Dialogues of the Carmelites at Dell'Arte Opera Ensemble
"Dialogues des Carmélites may seem like an insanely ambitious project for a small New York opera company. On Friday night, Christopher Fecteau's Dell'Arte Opera Ensemble did not just meet the challenges of this work, they surpassed them."

Ciro in Babilonia at Caramoor.
"Not even the most loyal opera fan-boys could keep tenor Michael Spyres from stealing the evening. As Baldisare (Belshazzar) Mr. Spyres displayed an astonishing command over his instrument, rising to dizzy heights of hysteria in the banquet scene."

Einstein on the Beach at BAM.
"When the chorus, peeking out of the orchestra pit started chanting 'one, two, three, four…' the listener’s initiation into the complex rituals of Einstein had begun."
(My review was originally published on The Classical Review).

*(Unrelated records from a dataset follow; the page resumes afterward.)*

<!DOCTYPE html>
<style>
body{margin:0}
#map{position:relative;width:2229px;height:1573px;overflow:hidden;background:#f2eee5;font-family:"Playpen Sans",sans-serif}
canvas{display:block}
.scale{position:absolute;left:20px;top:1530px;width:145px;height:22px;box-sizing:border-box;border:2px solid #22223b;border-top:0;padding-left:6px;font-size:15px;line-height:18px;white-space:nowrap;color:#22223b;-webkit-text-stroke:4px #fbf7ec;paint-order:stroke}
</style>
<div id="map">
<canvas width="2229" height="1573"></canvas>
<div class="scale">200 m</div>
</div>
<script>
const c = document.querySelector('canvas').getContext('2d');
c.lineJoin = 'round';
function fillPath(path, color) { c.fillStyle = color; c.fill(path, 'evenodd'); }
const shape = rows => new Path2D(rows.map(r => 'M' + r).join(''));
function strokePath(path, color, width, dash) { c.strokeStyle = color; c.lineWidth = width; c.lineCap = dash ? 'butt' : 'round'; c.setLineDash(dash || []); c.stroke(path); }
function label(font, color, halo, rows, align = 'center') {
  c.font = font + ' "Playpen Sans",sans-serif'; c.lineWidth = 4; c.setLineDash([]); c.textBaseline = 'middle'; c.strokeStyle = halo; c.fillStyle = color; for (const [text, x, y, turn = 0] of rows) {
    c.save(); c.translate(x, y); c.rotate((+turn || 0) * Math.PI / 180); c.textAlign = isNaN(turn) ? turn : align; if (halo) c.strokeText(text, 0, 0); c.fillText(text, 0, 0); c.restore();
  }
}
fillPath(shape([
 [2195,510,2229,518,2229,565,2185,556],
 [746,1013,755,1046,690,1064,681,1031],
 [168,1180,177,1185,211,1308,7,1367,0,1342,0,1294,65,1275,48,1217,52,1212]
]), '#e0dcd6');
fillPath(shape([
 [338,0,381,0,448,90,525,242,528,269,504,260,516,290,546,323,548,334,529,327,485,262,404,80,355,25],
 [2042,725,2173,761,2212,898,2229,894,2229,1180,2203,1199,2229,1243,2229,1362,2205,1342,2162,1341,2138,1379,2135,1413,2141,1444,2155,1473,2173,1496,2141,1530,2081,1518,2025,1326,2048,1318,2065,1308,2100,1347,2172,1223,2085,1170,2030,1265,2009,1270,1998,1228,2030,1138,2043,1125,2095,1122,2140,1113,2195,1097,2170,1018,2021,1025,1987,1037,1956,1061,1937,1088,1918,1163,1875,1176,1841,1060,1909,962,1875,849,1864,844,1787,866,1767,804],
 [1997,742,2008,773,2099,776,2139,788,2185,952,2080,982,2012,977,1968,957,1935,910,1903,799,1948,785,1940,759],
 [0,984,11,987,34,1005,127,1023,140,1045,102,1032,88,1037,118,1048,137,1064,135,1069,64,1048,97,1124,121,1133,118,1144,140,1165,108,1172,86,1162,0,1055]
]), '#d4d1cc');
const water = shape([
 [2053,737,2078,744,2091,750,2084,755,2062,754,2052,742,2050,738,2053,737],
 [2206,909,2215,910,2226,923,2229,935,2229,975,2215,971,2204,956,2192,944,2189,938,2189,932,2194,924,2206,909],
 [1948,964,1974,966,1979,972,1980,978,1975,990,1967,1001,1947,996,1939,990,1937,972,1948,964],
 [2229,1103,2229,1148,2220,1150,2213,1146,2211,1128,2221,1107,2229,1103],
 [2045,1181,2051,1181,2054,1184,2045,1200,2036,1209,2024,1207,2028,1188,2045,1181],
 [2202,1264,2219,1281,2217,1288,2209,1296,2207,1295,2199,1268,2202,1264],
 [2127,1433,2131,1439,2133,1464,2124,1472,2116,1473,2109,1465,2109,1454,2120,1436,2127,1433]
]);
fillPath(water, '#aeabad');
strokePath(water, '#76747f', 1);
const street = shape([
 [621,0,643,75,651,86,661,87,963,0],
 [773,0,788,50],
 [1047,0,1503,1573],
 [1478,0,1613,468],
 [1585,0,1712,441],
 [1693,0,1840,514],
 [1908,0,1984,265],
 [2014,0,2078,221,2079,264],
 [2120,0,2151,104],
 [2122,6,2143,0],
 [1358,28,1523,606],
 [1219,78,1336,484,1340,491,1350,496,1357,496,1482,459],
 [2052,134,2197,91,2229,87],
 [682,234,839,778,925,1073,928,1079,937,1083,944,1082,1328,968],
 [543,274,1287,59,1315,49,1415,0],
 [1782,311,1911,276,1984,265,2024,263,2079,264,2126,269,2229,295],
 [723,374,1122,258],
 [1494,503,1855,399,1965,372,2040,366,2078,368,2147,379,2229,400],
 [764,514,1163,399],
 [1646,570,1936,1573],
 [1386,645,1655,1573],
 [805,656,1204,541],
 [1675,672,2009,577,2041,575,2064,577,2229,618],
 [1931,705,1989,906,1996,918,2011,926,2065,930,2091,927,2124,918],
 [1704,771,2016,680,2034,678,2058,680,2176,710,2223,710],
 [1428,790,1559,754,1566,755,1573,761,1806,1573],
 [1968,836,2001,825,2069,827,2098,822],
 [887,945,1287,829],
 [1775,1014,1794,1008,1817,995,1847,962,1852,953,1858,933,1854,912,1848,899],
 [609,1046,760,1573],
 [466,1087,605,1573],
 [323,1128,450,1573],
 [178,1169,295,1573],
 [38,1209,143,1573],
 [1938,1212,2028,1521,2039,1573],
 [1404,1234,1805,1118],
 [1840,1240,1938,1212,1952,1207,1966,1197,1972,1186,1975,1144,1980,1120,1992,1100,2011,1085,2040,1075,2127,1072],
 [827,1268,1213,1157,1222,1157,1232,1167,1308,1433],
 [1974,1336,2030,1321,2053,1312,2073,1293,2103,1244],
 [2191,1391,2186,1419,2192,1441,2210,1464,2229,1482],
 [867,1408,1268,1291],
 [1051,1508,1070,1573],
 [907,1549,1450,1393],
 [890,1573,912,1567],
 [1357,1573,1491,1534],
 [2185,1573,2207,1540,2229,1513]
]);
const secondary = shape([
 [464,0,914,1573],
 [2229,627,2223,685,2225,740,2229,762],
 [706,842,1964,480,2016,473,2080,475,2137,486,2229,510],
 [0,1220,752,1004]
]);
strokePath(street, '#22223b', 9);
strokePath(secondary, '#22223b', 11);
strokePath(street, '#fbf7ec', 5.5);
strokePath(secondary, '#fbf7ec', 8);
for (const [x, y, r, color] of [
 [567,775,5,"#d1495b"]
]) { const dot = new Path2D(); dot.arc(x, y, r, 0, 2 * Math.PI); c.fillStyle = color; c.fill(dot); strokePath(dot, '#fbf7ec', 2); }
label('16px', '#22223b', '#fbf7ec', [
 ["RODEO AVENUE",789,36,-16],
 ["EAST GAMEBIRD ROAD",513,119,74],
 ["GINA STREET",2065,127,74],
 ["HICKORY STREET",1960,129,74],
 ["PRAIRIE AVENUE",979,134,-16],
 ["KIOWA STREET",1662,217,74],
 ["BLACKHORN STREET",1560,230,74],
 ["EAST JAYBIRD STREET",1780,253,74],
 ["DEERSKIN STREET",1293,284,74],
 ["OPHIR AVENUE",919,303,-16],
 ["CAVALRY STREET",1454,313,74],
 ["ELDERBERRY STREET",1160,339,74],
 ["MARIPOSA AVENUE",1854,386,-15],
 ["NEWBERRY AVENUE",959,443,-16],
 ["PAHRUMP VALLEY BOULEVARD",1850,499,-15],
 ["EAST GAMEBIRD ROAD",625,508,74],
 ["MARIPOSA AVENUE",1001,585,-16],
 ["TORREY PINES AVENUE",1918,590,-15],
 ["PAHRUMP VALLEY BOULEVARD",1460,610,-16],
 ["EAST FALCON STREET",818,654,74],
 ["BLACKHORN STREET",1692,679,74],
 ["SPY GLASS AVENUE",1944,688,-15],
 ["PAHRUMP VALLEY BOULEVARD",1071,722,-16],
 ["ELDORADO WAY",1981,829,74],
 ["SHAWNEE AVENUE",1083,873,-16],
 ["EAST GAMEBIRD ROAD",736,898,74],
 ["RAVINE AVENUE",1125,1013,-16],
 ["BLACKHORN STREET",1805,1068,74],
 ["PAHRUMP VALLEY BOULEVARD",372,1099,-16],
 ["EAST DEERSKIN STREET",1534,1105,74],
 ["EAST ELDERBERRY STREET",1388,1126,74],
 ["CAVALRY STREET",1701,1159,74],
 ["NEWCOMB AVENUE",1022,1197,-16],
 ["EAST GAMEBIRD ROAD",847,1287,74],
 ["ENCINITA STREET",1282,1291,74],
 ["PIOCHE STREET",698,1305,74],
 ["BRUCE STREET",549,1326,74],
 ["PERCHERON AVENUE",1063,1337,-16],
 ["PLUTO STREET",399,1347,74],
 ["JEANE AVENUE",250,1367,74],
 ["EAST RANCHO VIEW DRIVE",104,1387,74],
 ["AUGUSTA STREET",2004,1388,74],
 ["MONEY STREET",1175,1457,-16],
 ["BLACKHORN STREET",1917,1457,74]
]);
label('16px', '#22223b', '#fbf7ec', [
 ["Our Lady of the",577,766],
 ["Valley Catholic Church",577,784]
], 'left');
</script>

Anna Bolena at the Washington National Opera.
"Sondra Radvanovsky has the pipes to sing the demanding title role, gliding easily through the role's tessitura and finding a glittering edge to her voice that allowed her to surmount everyone else on stage in the Act I finale when Anna discovers she has lost her seat on the throne."

Così fan tutte at The Juilliard School
"Faced with the challenge of the opera seria parody "Come scoglio" (written with extreme intervals of high and low notes for a singer Mozart apparently detested) Emalie Savoy delivered a searing performance."

Wozzeck with the Philharmonia Orchestra.
"Mr. Salonen conducted a burly reading of the score that highlighted the chamber-like details and witty parodies that lie buried in this brilliant work. Compressing the three acts into a tight 95 minutes, he drove the performance with deadly precision, allowing the luminous moments in the score their own chances to shine."

Les Troyens at the Met (second cast.)
"Bryan Hymel fully unpacked his instrument, delivering long, ringing high notes that sustained themselves in the slow opening section. He also had the power for Berlioz' massive cabaletta, hitting the big notes dead-on and letting the sound expand outward over the orchestra on a firm column of tone."

Honorable mentions: Don Giovanni at Juilliard and the Washington National Opera. Il sogno di Scipione at the Gotham Chamber Opera. Così fan tutte at New York City Opera. Der Kaiser von Atlantis with Opera Moderne. Le Rossignol and L'enfant et les sortilèges at the Boston Symphony Orchestra. Elektra with the Philadelphia Orchestra,  La Clemenza di TitoNixon in China and L'Elisir d'Amore (the March performances) at the Met, and Henri VIII at the Bard Festival.